These days have begun to touch a camera driver, and I have encountered a tricky problem - the image data from the camera and the resolution of the LCD screen are consistent, but the width and high are just reversed. For example, the camera supports the resolution of QVGA, that is, the resulting image size is 320 × 240. The LCD is just the resolution of QVGA, but its size is 240 × 320. The data of the camera must be rotated 90 degrees, in order to put it in the LCD. Rotate 90 degrees? Isn't it the data displayed on the screen that is upside down? Oh, it is very simple to deal with this problem. When you install the lens, you can guarantee that the rotated data is just consistent with the direction of the view. However, since the data from the camera bus must be 320 pixels, this camera has no way to make hardware transformations, let the data turn out into 240 pixels, this conversion must be done with the software!

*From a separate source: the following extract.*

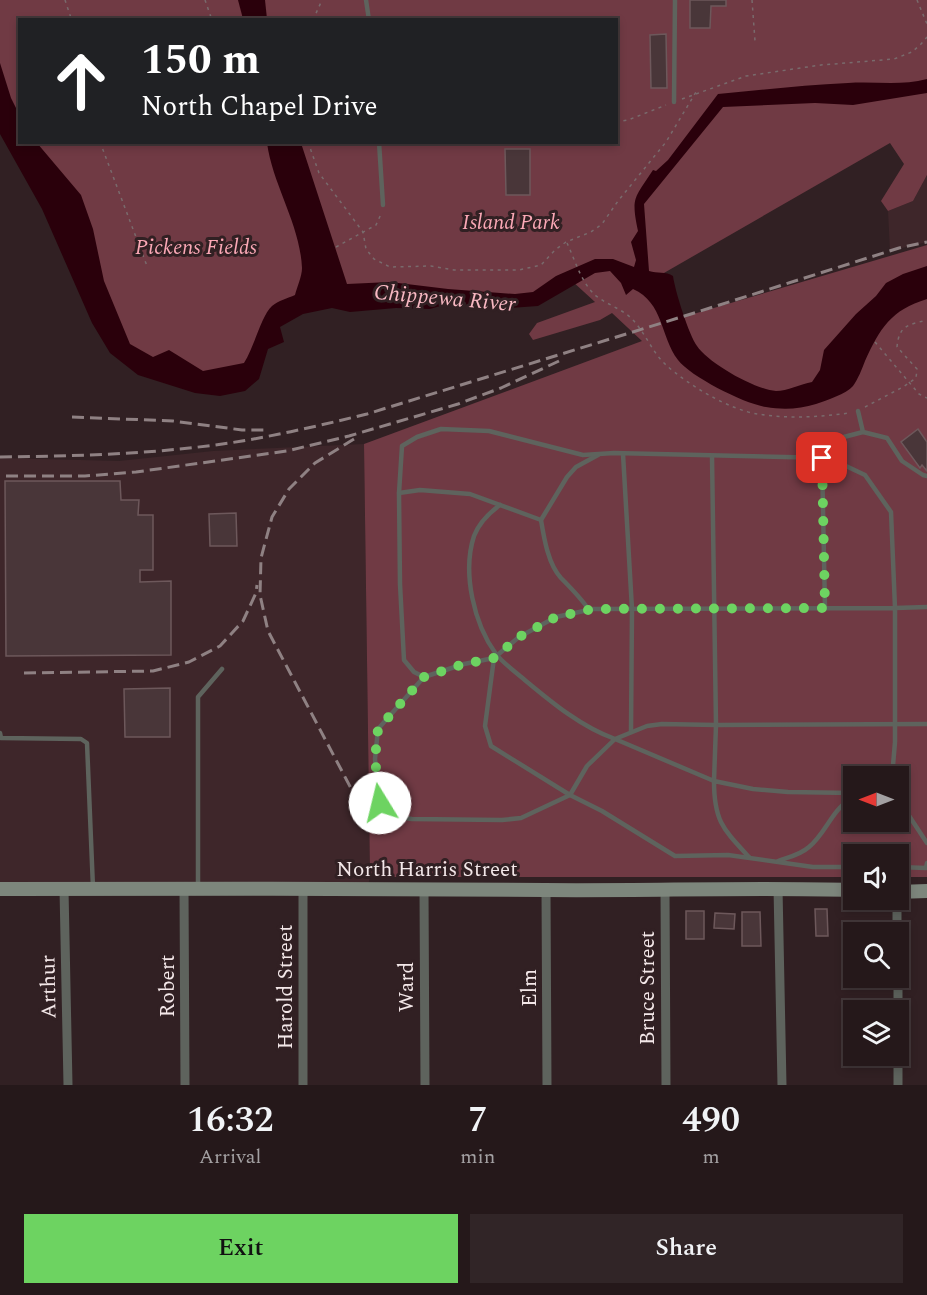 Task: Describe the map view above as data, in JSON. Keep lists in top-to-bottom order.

There are many ways to use software to rotate, no matter what practice, you must have a high efficiency, so you have practicality. Because this rotation is actually prepared for the camera view, the preview is 15 frames per second. The data traffic is still relatively large. If the entire algorithm is slower, the preview itself will take a lot of CPU time, and it is bound to affect the CPU. Others equally important things. Moreover, the entire development is for ARM, on the embedded platform, each CPU resource is fully saved. My friend has used two algorithms before, one is a direct pixel copy, such as copying the pixel points of coordinates (A, B) to (B, A), a double cycle, and the content of the entire screen is rotated. Once again. But do more than 100 milliseconds, think about it, you need 15 frames per second, this value can only make the system display a few frames, and the CPU has consumed 100%! Since it is developed on the Intel's platform, we naturally think of rotating with Intel's IPP function. However, the result is not satisfactory, because Intel does not provide a single large image rotation function, the function provided is a composite function function, which also contains Resize (adjusting image size), and it is not Separate optimization for this rotation operation, so the image is turned around for about 100 milliseconds. Too slow, too slow! Either write a function with compilation? It feels that it is very troublesome to maintain it, it is not convenient for future transplantation. Let's consider you can get this problem with pure C.
By the way, the image data we handle is YCBCR data, and each channel is separately processed, each pixel occupies 1 byte. On the 32-bit processor, 4 bytes of reading and writing may be the most efficient. Considering that ARM's read and write memory is a bottleneck of system efficiency (so on other systems), we have improved the previous algorithms. IPP functions We have no way to change, so it is only available on your own soil measures. I used 1 pixel before, it is one byte. This time we calculate four adjacent pixels, then write it once. The result of the test allows us to encourage, the score is about 80 milliseconds. 80 milliseconds! I am so fast, but I can't meet our requirements.
But my confidence is still greatly improved, and the pursuit of performance makes me bubble a cup of coffee, and the end is sitting in front of the desk and starting new thinking. Since you can write 4 bytes at a time, you can also read 4 bytes! I re-adjusted the code, because the direction of reading and writing is inconsistent (one is the direction along the pixel, one is the direction along the pixel), so it is necessary to read and write in the two directions. The code is slightly complicated. Some, you must use a small number of small rectangular blocks of 4 × 4, and use a large number of local variables and shift operations when processing. It looks a bit chaos. But the result of the result is amazed - the data processing per frame is only 26 milliseconds! This value is very fast, not only can handle enough frames per second, but can make the CPU to make more time to do. It doesn't slow down than a simple Memcpy operation. Cool! Why reduce the number of read memory operations, more than the number of times the memory operation is added, and the system performance increases more? Maybe I read 4 bytes, more for the processing of the pipeline! Ha ha
Of course, if the camera hardware supports the image 90 degrees rotation, there is no above. I also hope that there is a "hard way" to solve this problem, so that the CPU can fully liberate. It's hard, huh, huh, huh, what algorithm is adopted, be sure to choose the most appropriate according to the specific conditions, this is not, do it yourself, full of food.